__What is being asked__:
For this exercise, report every line of the material that includes "Himmelbach".

%%

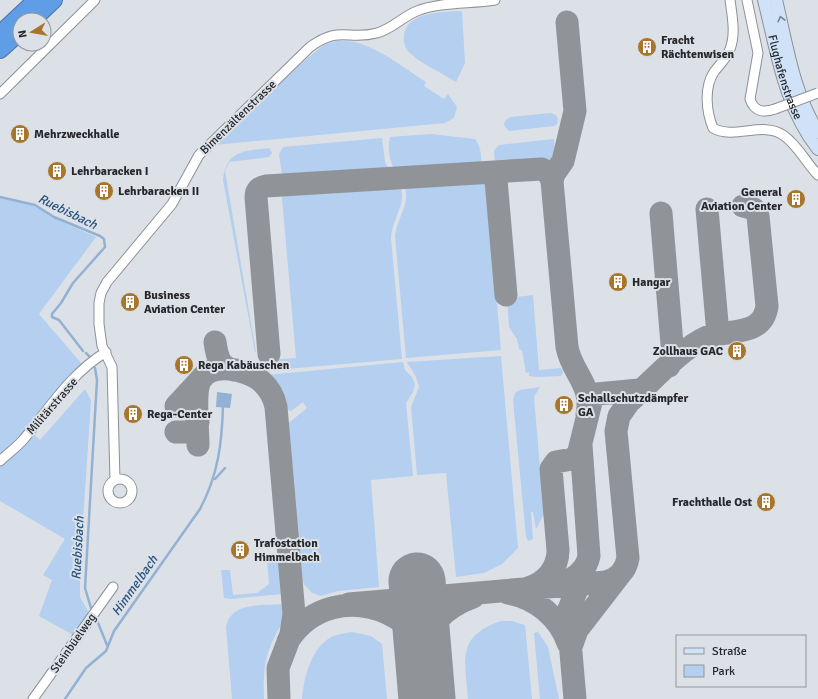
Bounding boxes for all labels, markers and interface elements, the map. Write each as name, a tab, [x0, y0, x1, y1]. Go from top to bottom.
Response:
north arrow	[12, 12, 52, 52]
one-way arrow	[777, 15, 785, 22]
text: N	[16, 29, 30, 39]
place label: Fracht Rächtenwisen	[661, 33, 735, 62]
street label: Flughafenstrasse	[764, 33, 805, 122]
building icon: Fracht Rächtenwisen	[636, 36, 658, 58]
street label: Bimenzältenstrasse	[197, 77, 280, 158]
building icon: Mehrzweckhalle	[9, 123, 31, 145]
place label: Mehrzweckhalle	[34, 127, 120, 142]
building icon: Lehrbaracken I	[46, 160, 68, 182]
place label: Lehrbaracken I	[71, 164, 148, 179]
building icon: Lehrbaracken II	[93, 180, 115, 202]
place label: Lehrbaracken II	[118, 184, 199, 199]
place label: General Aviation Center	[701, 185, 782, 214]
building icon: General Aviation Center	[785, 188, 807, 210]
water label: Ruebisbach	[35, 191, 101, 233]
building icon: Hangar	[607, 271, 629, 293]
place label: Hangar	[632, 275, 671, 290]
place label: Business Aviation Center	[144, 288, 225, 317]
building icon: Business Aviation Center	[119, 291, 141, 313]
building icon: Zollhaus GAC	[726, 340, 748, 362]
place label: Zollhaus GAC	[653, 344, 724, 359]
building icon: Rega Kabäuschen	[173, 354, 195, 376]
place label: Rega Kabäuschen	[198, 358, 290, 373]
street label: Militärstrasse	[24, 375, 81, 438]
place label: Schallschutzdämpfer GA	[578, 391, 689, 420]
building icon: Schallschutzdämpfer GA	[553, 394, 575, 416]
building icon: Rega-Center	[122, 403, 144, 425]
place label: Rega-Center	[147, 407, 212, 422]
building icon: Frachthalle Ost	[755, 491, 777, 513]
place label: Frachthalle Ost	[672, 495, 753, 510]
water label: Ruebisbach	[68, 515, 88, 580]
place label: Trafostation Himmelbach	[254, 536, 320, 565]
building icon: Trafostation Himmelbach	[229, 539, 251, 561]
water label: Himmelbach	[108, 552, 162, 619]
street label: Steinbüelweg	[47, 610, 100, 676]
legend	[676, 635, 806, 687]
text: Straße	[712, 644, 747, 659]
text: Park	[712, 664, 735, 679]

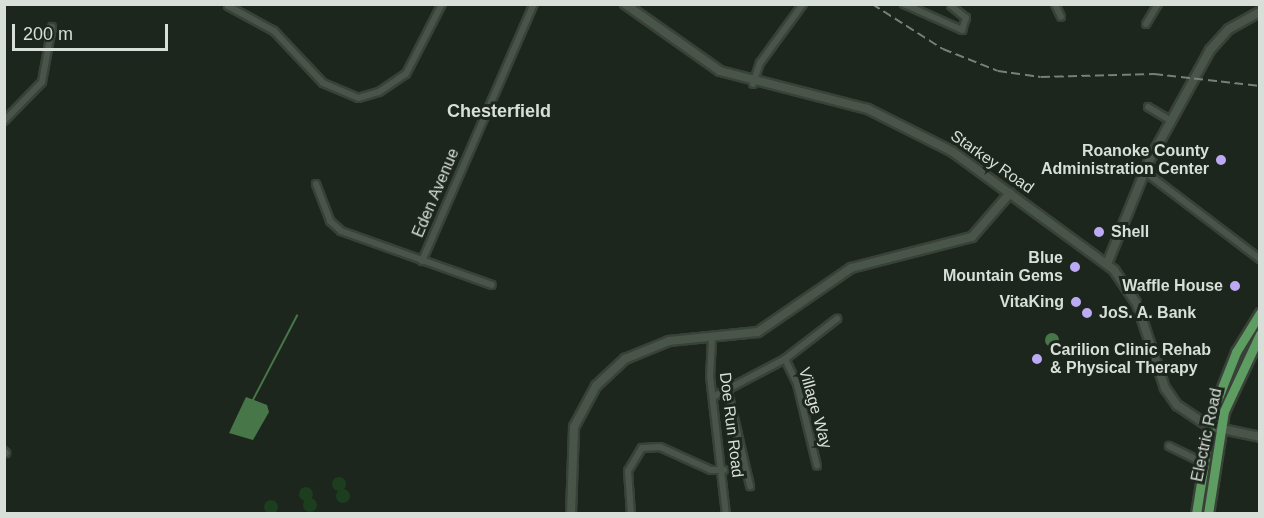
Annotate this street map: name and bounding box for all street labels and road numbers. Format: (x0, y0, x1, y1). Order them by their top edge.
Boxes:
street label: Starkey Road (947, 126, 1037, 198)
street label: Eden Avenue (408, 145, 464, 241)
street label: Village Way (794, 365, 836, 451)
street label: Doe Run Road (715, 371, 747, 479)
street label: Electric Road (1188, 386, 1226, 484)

%%
%%

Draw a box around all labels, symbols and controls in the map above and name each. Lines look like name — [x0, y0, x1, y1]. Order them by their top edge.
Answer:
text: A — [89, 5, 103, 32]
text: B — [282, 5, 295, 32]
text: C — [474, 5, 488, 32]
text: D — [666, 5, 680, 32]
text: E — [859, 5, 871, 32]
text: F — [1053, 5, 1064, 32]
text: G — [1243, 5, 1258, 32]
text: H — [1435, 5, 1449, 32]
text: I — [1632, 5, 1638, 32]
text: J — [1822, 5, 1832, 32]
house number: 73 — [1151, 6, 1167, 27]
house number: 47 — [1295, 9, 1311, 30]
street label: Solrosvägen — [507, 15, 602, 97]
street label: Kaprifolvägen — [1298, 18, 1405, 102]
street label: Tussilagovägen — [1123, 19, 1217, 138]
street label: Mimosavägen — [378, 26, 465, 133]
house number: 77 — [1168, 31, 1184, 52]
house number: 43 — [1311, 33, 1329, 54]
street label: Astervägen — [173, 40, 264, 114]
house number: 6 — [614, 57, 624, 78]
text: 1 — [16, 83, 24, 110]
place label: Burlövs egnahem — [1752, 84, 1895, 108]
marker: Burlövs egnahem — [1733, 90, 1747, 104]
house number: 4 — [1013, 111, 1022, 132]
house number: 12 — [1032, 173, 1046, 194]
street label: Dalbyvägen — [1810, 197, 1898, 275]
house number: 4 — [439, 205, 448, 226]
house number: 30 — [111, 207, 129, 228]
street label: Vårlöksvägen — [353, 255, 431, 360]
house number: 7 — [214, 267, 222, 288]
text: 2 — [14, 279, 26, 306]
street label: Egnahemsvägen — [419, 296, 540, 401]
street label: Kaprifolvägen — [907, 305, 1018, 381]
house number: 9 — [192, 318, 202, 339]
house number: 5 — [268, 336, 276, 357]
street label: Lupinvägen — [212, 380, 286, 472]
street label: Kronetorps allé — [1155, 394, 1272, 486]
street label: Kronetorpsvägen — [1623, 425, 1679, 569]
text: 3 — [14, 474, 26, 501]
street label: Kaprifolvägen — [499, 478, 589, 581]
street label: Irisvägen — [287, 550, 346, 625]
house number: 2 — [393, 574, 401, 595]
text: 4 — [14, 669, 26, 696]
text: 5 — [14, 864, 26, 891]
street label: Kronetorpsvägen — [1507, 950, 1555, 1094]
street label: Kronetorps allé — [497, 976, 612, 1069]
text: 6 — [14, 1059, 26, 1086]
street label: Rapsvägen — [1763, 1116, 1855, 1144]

%%
%%

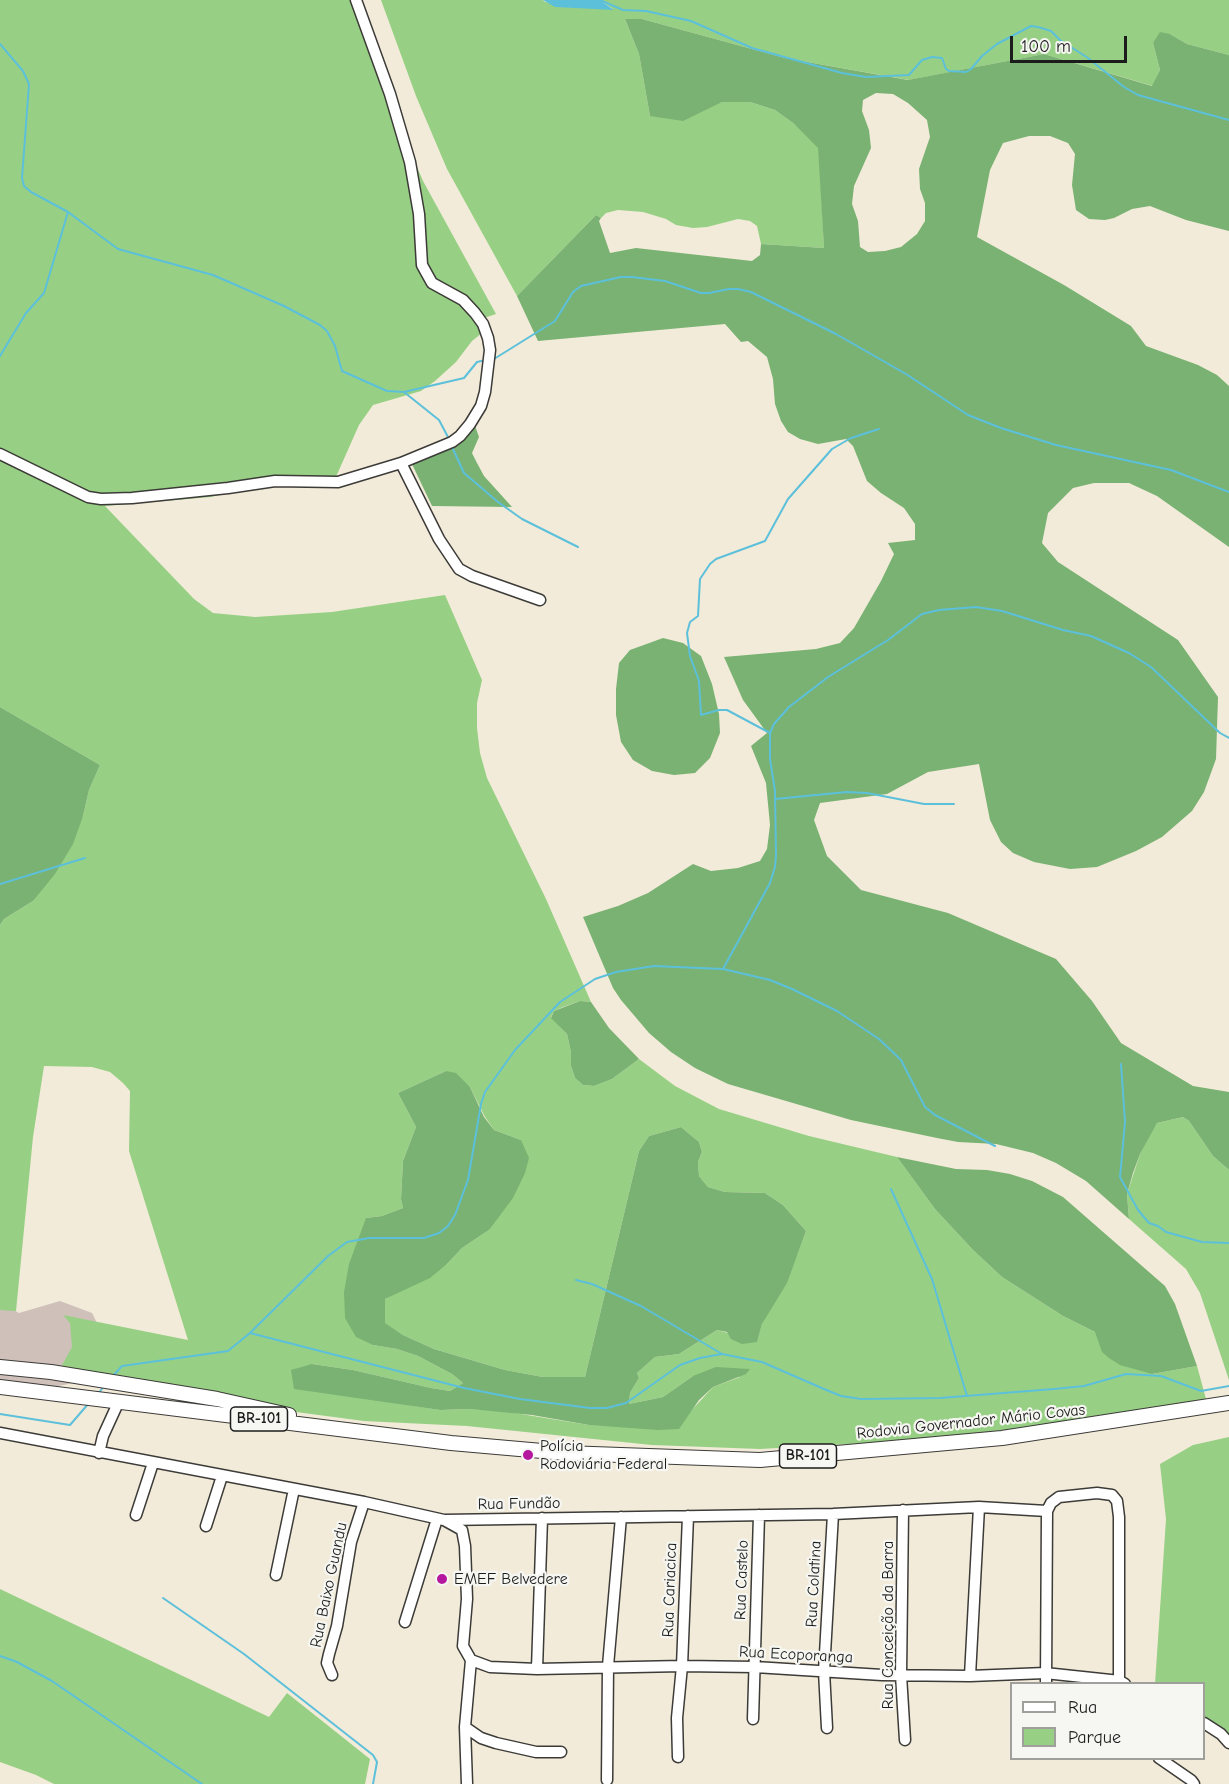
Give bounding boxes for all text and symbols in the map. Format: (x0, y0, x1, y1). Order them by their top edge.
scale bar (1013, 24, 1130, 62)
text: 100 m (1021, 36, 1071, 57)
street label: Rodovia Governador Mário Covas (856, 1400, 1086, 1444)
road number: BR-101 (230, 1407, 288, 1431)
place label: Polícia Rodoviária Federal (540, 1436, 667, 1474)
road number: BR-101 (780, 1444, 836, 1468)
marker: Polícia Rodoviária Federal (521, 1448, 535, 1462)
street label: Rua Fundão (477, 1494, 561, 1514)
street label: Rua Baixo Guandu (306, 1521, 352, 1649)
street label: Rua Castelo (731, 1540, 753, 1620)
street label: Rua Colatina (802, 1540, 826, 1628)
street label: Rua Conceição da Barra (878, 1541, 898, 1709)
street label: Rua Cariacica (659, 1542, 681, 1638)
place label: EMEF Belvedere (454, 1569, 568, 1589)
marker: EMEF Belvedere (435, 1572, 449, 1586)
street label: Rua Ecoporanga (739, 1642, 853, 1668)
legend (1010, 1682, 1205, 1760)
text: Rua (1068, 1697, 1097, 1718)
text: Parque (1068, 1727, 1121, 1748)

%%

__Answer space__:
place label: Trafostation Himmelbach	[254, 536, 320, 565]
building icon: Trafostation Himmelbach	[229, 539, 251, 561]
water label: Himmelbach	[108, 552, 162, 619]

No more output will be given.